October is coming up, meaning Inktober...or in my case, Paintober. That means lots of new paintings and lots of new posts. Stay tuned!
You want to be a character designer? Design characters. You want to be a concept artist? Create concepts for a hypothetical product or videogame. You want to be an animator? Animate. This advice may come across as intentionally obtuse, but so much of the narrative surrounding working artists is...convoluted.
There are far too many art schools out there with archaic curriculums that exhaust rather than inspire. The amount of horror stories I hear from working professionals with degrees? It'd make your head spin (if you aren't one of those postgraduates already). Capitalism also has many of us afraid to specialize in one or two paths due to the inherent instability of the job market. Hell, just living your life and juggling time between kids, a part-time job and/or school? Underfed possibility will have you overwhelmed by the time you sit down to work on your art. I'm no stranger to it.
Contrary to what you may hear, specializing is actually a good thing. A major reason I get work in fantasy illustration...is because I draw and paint a lot of fantasy. No attempts to be a jack-of-all-trades doing every last style under the sun, no self-flogging because I'm still weak in some areas (like urban cityscapes).
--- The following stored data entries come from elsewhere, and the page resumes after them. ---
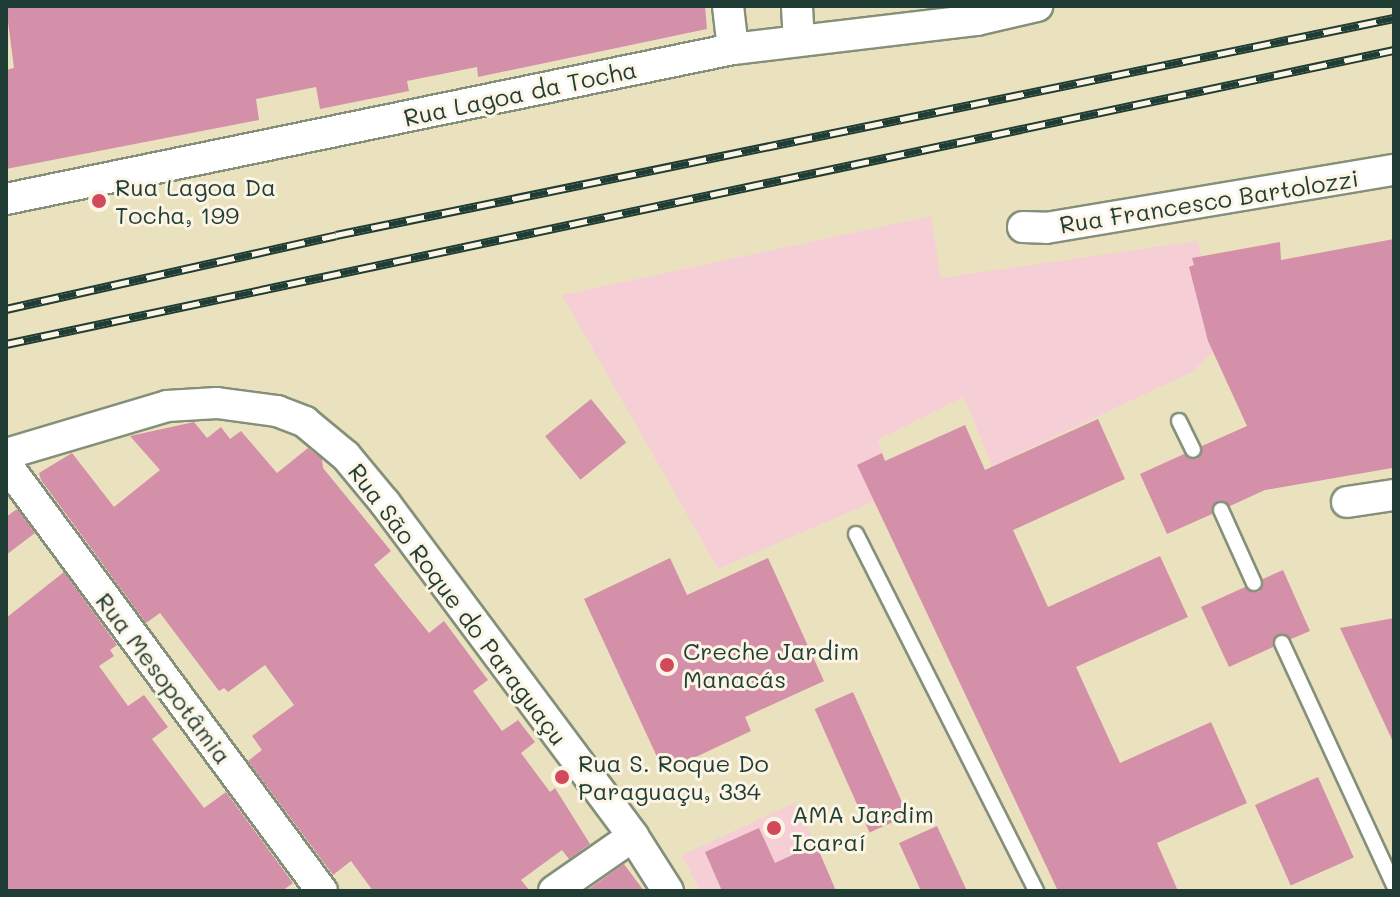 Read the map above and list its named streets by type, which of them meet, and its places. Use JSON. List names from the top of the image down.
{
  "streets": {
    "street": [
      "Rua Lagoa da Tocha",
      "Rua Francesco Bartolozzi",
      "Rua São Roque do Paraguaçu",
      "Rua Mesopotâmia"
    ]
  },
  "places": [
    "Rua Lagoa Da Tocha, 199",
    "Creche Jardim Manacás",
    "Rua S. Roque Do Paraguaçu, 334",
    "AMA Jardim Icaraí"
  ]
}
I do what I like and I get hired to do what I like. Just like a gymnast has to do a set of repetitions thousands of times, so too do you need to draw something over and over before you get really good at it. All of this would've been harder if I spent a big chunk of time painting, say, cars (which I could really care less about).
This isn't to say life experiences outside of art are unimportant, nor that variety is a waste of time. Far from it. The best art comes from a wealth of first-hand, lived experiences -- it's a reflection of life, after all, and art that lacks a healthy foundation will show its cracks. Over the past ten years I've gone from being an educational ASL interpreter to several barista positions to B2B writing. I've learned so much about myself and have drawn on these life experiences to improve my craft. All the while? I've drawn and painted what I wanted to. What made my mind, heart and soul sing. I sometimes wavered on this over the years, wondering if I was 'limiting myself' because I leaned toward a certain style and handful of genres.
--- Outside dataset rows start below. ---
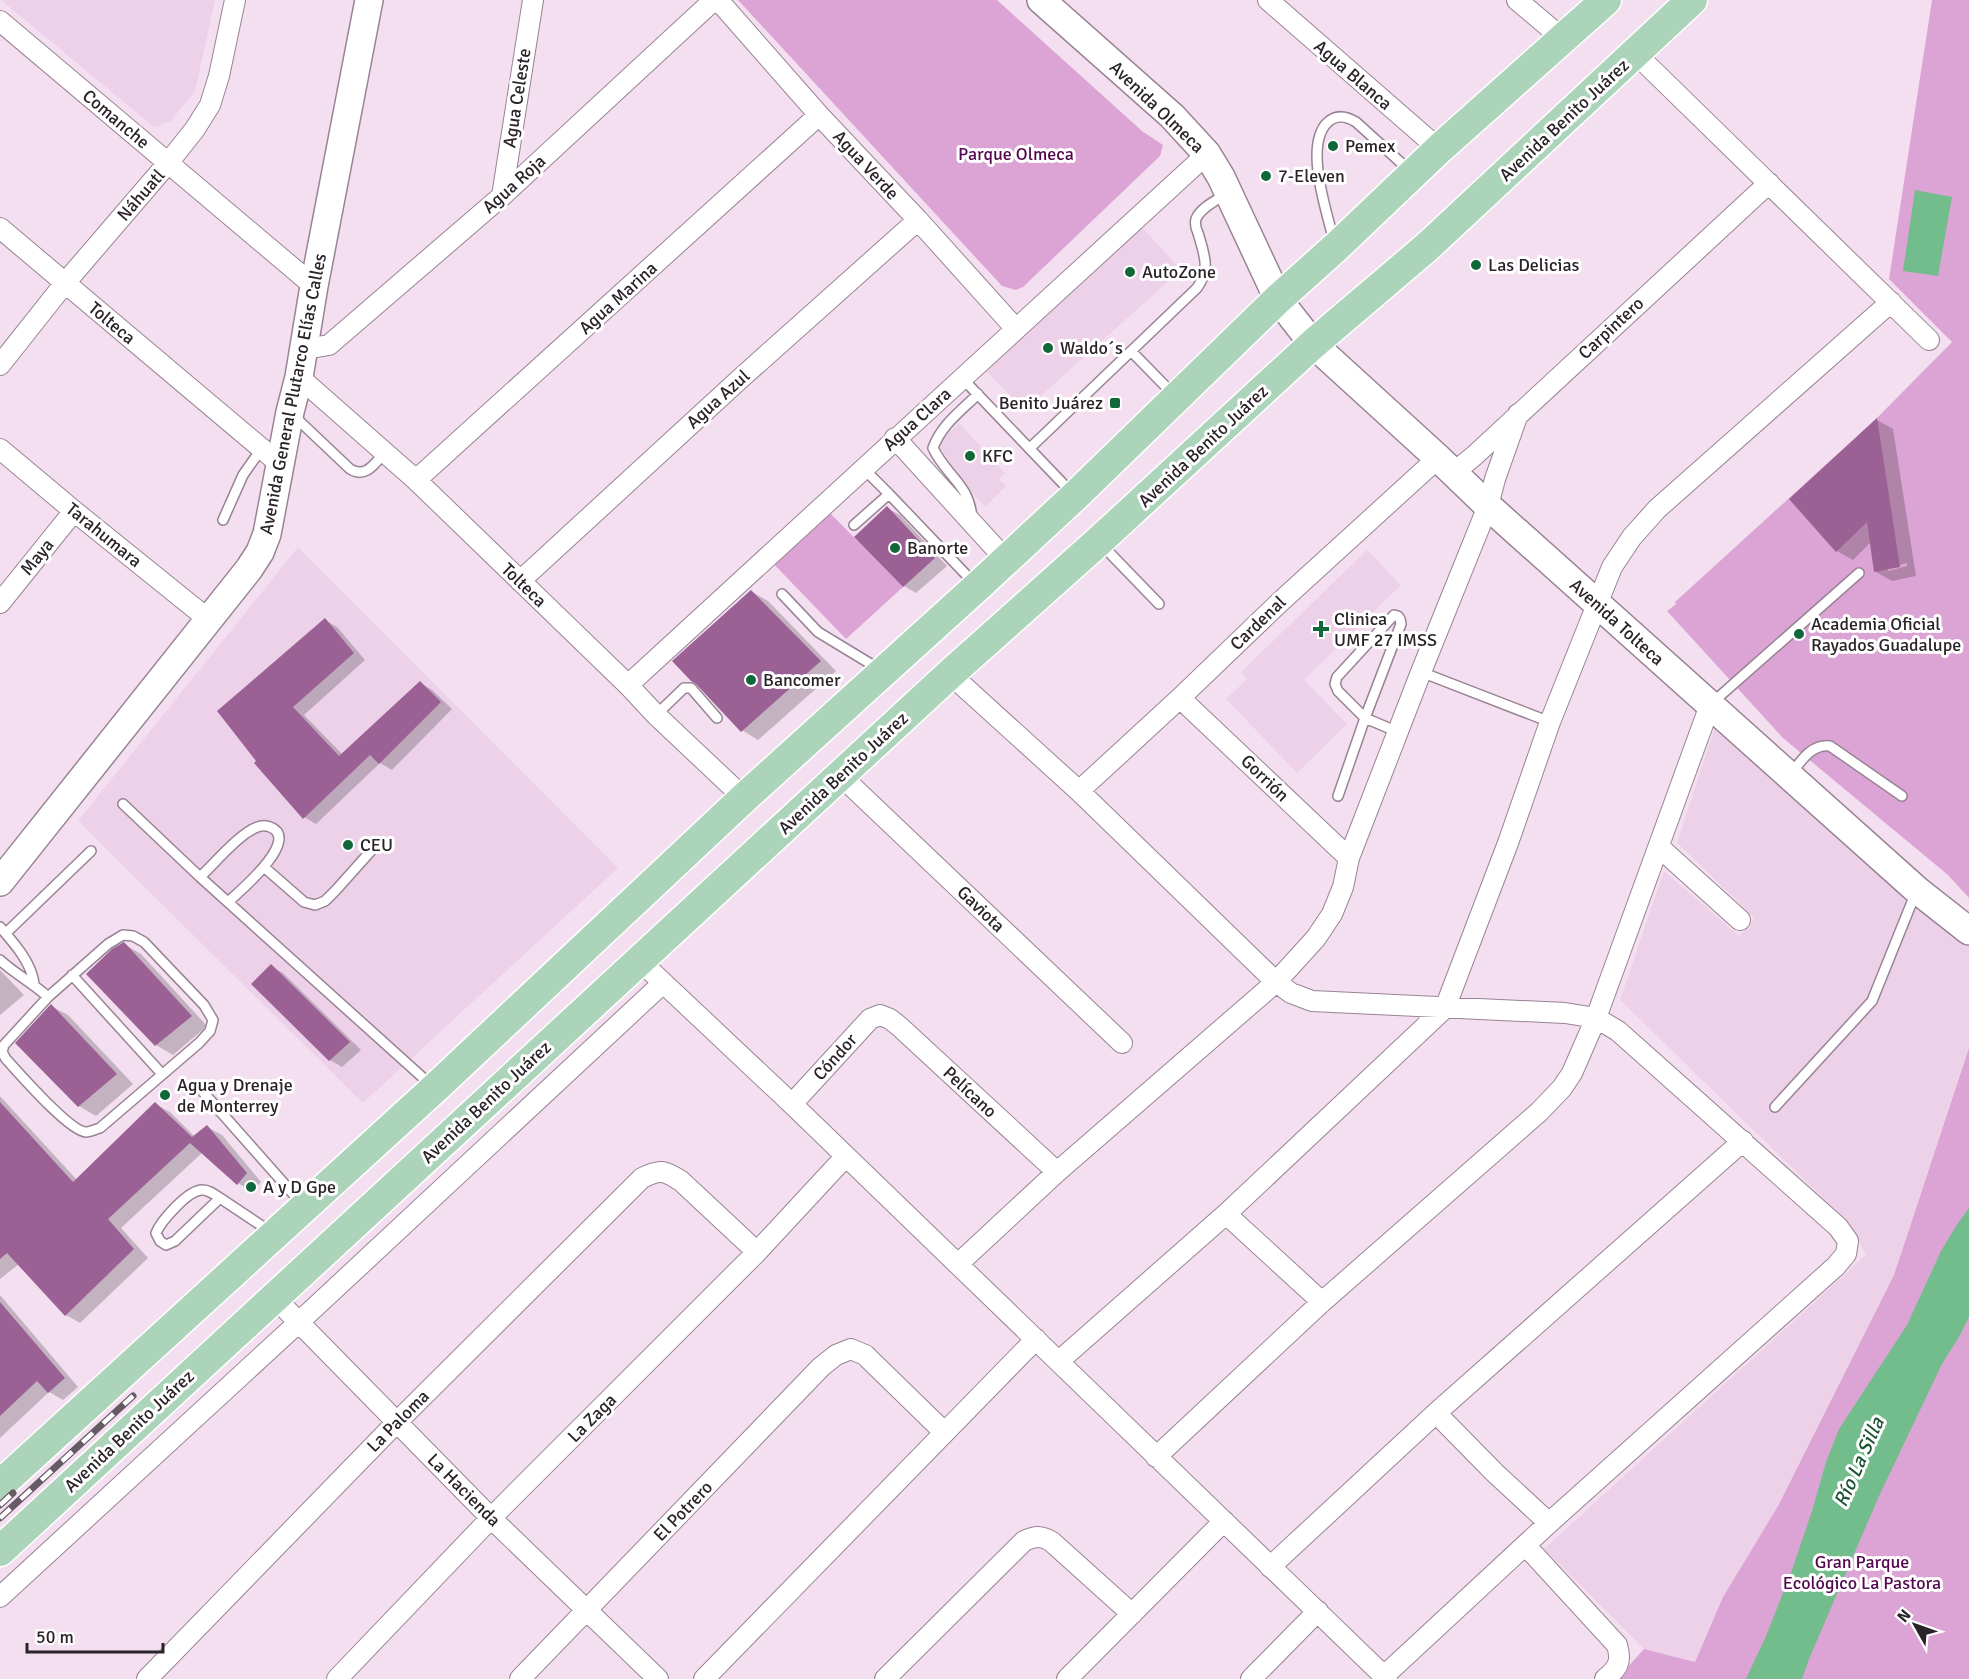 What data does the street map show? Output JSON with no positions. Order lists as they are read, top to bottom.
{
  "streets": {
    "main road": ["Avenida Benito Juárez"],
    "street": [
      "Agua Blanca",
      "Agua Celeste",
      "Avenida Olmeca",
      "Comanche",
      "Agua Verde",
      "Agua Roja",
      "Náhuatl",
      "Agua Marina",
      "Tolteca",
      "Carpintero",
      "Avenida General Plutarco Elías Calles",
      "Agua Azul",
      "Agua Clara",
      "Tarahumara",
      "Maya",
      "Avenida Tolteca",
      "Cardenal",
      "Gorrión",
      "Gaviota",
      "Cóndor",
      "Pelícano",
      "La Zaga",
      "La Paloma",
      "La Hacienda",
      "El Potrero"
    ]
  },
  "crossings": [
    ["Agua Celeste", "Agua Roja"],
    ["Avenida Olmeca", "Agua Clara"],
    ["Avenida Olmeca", "Avenida Tolteca"],
    ["Comanche", "Náhuatl"],
    ["Comanche", "Avenida General Plutarco Elías Calles"],
    ["Avenida Benito Juárez", "Avenida Tolteca"],
    ["Avenida Benito Juárez", "Gaviota"],
    ["Avenida Benito Juárez", "La Hacienda"],
    ["Agua Verde", "Agua Roja"],
    ["Agua Verde", "Agua Marina"],
    ["Agua Verde", "Agua Azul"],
    ["Agua Verde", "Agua Clara"],
    ["Agua Roja", "Avenida General Plutarco Elías Calles"],
    ["Náhuatl", "Tolteca"],
    ["Agua Marina", "Tolteca"],
    ["Tolteca", "Avenida General Plutarco Elías Calles"],
    ["Tolteca", "Agua Azul"],
    ["Tolteca", "Agua Clara"],
    ["Carpintero", "Avenida Tolteca"],
    ["Carpintero", "Cardenal"],
    ["Avenida General Plutarco Elías Calles", "Tarahumara"],
    ["Tarahumara", "Maya"],
    ["Avenida Tolteca", "Cardenal"],
    ["Cardenal", "Gorrión"],
    ["Cóndor", "Pelícano"],
    ["La Zaga", "La Paloma"],
    ["La Zaga", "La Hacienda"],
    ["La Paloma", "La Hacienda"],
    ["La Hacienda", "El Potrero"]
  ],
  "water": ["Río La Silla"],
  "parks": ["Parque Olmeca", "Gran Parque Ecológico La Pastora"],
  "places": {
    "other": [
      "Pemex",
      "7-Eleven",
      "Las Delicias",
      "AutoZone",
      "Waldo´s",
      "KFC",
      "Banorte",
      "Academia Oficial Rayados Guadalupe",
      "Bancomer",
      "CEU",
      "Agua y Drenaje de Monterrey",
      "A y D Gpe"
    ],
    "transit": ["Benito Juárez"],
    "health": ["Clinica UMF 27 IMSS"]
  },
  "scale_bar": "50 m",
  "north": "top left"
}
Whether you are leaning toward human subjects, a shoujo-esque style or wanting to commit to a sequential art major, you are limiting yourself...so you can specialize and become a master of one. Variety is important and specialization is not a curse. I've talked before about how language matters. The art industry is ever in need of nuance.
Here we're going to take a look at another old character of mine, a pheasant-griffon sphinx that embodies so much of what I love to paint:
I'll never lose touch with my eight year-old self filling in a coloring book.
A good, old-fashioned pencil sketch scanned into Photoshop CC. On the right I fill up with a base color, which does the dual work of filling up the space and helping me better see my lineart. Choose a hue that's predominant in the final piece: this'll save you a little time when you finally sit down to paint. It's all about working smarter, not harder in these commercial illustration streets!
I use hard-edged brushes when painting, but prefer soft-edged brushes during preliminary stages or touch-up stages. This gives me a sumptuous base that looks more natural. I also don't prefer to fill in areas manually, but quick mask and brush over my base color. It honestly looks nice when colors very gently 'bleed' into one another (thanks, traditional art!). On the right I then pull everything together with a gradient overlay. I keep it flowing in the direction of the lighting (from the top-right) so that it already looks complete, even before I've started rendering.
It's extremely subtle, but I upped the saturation on the left -- I needed the reds and oranges to pop a little more. On the right I start painting with my usual dark-to-light (very common for acrylic and oil painters). One of my favorite quotes (and I can't remember who said it) was treating light like water: if you were to take a bucket and splash a subject, where would the water hit first? Where would it travel and where would it land? This simplifies key lighting fundamentals like a main light source and reflected lighting.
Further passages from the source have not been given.